ASR A2.2 Maatregelen tegen brand

Overzicht

De nieuwe versie van de ASR A2.2 mei 2018 Maatregelen tegen brand  vervangt de vorige versie van nov. 2012. Deze wijzigingen komen nu naar werkgevers.

Waarom is er een nieuwe versie van ASR A2.2 gepubliceerd?

In mei 2018 is een herziene versie van ASR A2.2 gepubliceerd. Deze is enerzijds bedoeld om rekening te houden met de gewijzigde omstandigheden sinds 2012, maar ook om het toegenomen risico op brand nader te specificeren. Het brengt in ieder geval een aantal veranderingen met zich mee waar werkgevers mee te maken krijgen. De huidige versie van mei 2018 vervangt de vorige versie. Deze is sinds de publicatie in mei 2018 geldig zonder overgangsperiode.

Dit betekent dat de brandbeveiligingsmaatregelen die tot nu toe zijn genomen mogelijk niet meer voldoen aan het vermoeden van conformiteit. De werkgever kan niet langer aannemen dat hij voldoet aan de overeenkomstige eisen van de verordening. Als onderdeel van een risicobeoordeling moet de werkgever bepalen of de tot nu toe toegepaste maatregelen ook aan de nieuwe eisen voldoen en dus nog steeds geschikt zijn.
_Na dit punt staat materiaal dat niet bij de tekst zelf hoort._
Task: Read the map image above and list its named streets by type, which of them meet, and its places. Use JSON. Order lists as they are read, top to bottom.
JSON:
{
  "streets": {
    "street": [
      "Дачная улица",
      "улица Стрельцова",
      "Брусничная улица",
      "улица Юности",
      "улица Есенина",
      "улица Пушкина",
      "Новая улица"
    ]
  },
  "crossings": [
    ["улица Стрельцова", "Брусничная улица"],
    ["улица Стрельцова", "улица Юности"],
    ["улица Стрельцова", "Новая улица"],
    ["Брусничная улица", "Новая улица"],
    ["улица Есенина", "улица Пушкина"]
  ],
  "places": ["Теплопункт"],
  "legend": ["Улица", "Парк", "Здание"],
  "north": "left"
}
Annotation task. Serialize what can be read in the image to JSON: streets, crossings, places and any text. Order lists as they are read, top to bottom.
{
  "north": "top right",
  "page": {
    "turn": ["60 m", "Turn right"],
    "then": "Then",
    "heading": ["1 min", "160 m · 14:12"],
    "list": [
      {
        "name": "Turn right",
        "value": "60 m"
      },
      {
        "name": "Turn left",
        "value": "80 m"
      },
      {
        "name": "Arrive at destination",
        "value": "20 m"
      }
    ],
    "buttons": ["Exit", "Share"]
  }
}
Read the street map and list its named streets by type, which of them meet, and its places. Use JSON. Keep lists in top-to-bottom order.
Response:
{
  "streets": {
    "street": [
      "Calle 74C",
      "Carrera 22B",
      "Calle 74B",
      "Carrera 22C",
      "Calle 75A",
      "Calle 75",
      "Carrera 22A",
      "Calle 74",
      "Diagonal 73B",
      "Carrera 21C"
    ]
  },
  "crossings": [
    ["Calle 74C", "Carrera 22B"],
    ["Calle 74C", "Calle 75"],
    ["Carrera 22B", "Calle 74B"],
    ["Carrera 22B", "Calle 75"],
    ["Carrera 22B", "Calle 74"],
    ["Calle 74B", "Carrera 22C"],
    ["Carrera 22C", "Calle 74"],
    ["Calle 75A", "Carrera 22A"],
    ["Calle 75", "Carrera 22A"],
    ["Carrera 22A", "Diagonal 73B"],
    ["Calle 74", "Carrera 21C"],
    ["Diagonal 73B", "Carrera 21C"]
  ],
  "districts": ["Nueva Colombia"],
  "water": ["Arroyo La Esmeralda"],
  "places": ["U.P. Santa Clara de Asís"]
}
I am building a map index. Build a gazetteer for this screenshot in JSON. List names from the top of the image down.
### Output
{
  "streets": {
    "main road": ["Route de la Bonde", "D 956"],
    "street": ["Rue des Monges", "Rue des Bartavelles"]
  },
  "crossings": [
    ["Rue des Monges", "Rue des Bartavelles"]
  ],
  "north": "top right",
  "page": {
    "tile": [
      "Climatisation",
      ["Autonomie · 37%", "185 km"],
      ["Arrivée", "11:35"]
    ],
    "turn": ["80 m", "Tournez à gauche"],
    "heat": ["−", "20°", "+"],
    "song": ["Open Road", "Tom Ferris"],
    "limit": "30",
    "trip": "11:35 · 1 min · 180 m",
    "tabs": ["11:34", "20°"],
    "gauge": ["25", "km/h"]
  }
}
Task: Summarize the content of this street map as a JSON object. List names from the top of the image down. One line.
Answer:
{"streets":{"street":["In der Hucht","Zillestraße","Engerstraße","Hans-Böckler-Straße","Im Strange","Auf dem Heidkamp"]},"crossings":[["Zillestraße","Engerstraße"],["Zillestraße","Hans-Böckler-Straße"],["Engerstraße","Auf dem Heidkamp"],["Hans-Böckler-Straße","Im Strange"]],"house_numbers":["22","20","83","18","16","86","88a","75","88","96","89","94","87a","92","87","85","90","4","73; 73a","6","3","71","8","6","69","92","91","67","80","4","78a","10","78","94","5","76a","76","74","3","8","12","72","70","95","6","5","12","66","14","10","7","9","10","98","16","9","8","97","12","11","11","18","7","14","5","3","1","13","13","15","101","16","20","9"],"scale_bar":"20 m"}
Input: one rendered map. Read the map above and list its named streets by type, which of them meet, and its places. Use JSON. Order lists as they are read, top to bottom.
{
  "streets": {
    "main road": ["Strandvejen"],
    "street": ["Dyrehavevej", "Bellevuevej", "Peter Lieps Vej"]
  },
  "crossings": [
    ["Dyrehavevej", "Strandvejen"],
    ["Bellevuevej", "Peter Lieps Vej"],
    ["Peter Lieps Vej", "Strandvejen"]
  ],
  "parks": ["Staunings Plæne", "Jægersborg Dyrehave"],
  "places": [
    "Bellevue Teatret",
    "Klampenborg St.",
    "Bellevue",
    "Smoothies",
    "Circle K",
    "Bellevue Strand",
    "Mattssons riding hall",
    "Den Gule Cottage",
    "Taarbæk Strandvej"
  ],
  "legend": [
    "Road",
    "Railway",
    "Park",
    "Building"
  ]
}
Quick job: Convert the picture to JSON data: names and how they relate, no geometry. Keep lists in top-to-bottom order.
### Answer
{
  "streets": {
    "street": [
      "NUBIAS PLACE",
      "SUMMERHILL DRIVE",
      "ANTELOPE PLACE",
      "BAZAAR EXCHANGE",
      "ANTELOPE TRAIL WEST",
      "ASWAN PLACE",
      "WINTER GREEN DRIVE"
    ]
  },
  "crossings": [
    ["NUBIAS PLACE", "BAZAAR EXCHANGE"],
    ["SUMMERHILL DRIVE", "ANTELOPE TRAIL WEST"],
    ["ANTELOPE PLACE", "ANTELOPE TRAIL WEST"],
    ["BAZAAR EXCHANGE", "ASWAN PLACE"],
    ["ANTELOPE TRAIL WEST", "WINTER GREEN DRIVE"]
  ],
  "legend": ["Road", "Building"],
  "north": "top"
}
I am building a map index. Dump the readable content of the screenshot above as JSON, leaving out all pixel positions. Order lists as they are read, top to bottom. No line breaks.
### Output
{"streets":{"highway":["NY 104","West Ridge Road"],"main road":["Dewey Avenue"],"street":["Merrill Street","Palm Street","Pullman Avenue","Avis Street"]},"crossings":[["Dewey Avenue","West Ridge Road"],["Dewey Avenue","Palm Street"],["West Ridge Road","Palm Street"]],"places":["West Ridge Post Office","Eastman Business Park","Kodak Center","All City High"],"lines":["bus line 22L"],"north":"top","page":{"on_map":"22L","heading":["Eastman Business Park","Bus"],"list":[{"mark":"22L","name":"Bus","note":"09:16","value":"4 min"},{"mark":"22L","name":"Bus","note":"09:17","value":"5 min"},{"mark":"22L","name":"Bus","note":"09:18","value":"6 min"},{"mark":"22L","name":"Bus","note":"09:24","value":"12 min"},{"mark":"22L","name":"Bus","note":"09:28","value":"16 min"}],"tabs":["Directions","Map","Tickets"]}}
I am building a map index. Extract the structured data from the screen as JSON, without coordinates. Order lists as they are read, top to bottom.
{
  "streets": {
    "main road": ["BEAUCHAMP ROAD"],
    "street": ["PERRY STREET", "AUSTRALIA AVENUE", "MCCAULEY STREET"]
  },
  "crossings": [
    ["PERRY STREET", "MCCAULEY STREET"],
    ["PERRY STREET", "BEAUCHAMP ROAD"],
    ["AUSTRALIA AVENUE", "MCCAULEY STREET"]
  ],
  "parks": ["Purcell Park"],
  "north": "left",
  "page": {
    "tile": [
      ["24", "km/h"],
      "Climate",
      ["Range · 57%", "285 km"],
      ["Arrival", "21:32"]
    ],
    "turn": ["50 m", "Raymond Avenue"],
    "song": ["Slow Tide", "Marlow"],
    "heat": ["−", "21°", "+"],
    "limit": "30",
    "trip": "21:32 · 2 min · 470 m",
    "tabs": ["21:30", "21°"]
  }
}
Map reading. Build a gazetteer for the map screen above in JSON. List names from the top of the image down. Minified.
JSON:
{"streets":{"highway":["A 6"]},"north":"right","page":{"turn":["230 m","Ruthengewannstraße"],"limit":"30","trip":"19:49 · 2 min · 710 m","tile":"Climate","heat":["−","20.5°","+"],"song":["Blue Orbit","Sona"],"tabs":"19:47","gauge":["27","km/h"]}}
De verantwoordelijkheid hiervoor ligt direct bij de werkgever, zelfs als hij zijn eigen specialisten of externe adviseurs inschakelt om aan de eisen te voldoen.

 

Wat is ASR A.2.2 Maatregelen tegen brand?

Sinds 2012 is de werkplekrichtlijn ASR A2.2 een beoordelingsgrondslag voor werkgevers, operators, brandveiligheidsfunctionarissen, brandveiligheidsfunctionarissen en -planners en facilitair managers. Het specificeert de bepalingen van de werkplekverordening met betrekking tot het uitrusten van werkplekken met brandmeld- en brandblusapparatuur en de bijbehorende organisatorische maatregelen voor het gebruik ervan. Het wordt uitgegeven door de Commissie Werkplekken van de Federaal instituut voor veiligheid en gezondheid op het werk afgegeven. Als ASR A2.2 wordt geïmplementeerd, kan de exploitant aanspraak maken op het vermoeden van conformiteit. Hij kan ervan uitgaan dat hij voldoet aan de eisen van de arbeidsplaatsverordening. Afwijkende maatregelen moeten ten minste hetzelfde niveau van veiligheid en gezondheidsbescherming voor werknemers bieden.

 

De belangrijkste wijzigingen in ASR A2.2 versie mei 2018 op een rij

Indeling van de werkplek in verschillende brandrisicogebieden

"Om het vereiste type en aantal blustoestellen te bepalen, kan de werkplek worden onderverdeeld in deelgebieden als dit zinvol of noodzakelijk is vanwege de bouwkundige omstandigheden of de gebruiksvoorwaarden. De deelgebieden van een werkplek kunnen worden ingedeeld in verschillende brandrisico's."

Verwijdering van muurhydranten

Een andere nieuwe functie is het gebruik van muurhydranten. Voorheen was het mogelijk om het aantal brandblussers in de basisuitrusting te verminderen als er muurhydranten beschikbaar waren voor brandbestrijding. Brandblussers in overeenstemming met DIN EN 3 zijn voorzien als blusapparatuur voor de basisuitrusting. De vroegere muurkranen zijn niet langer opgenomen in de basisuitrusting.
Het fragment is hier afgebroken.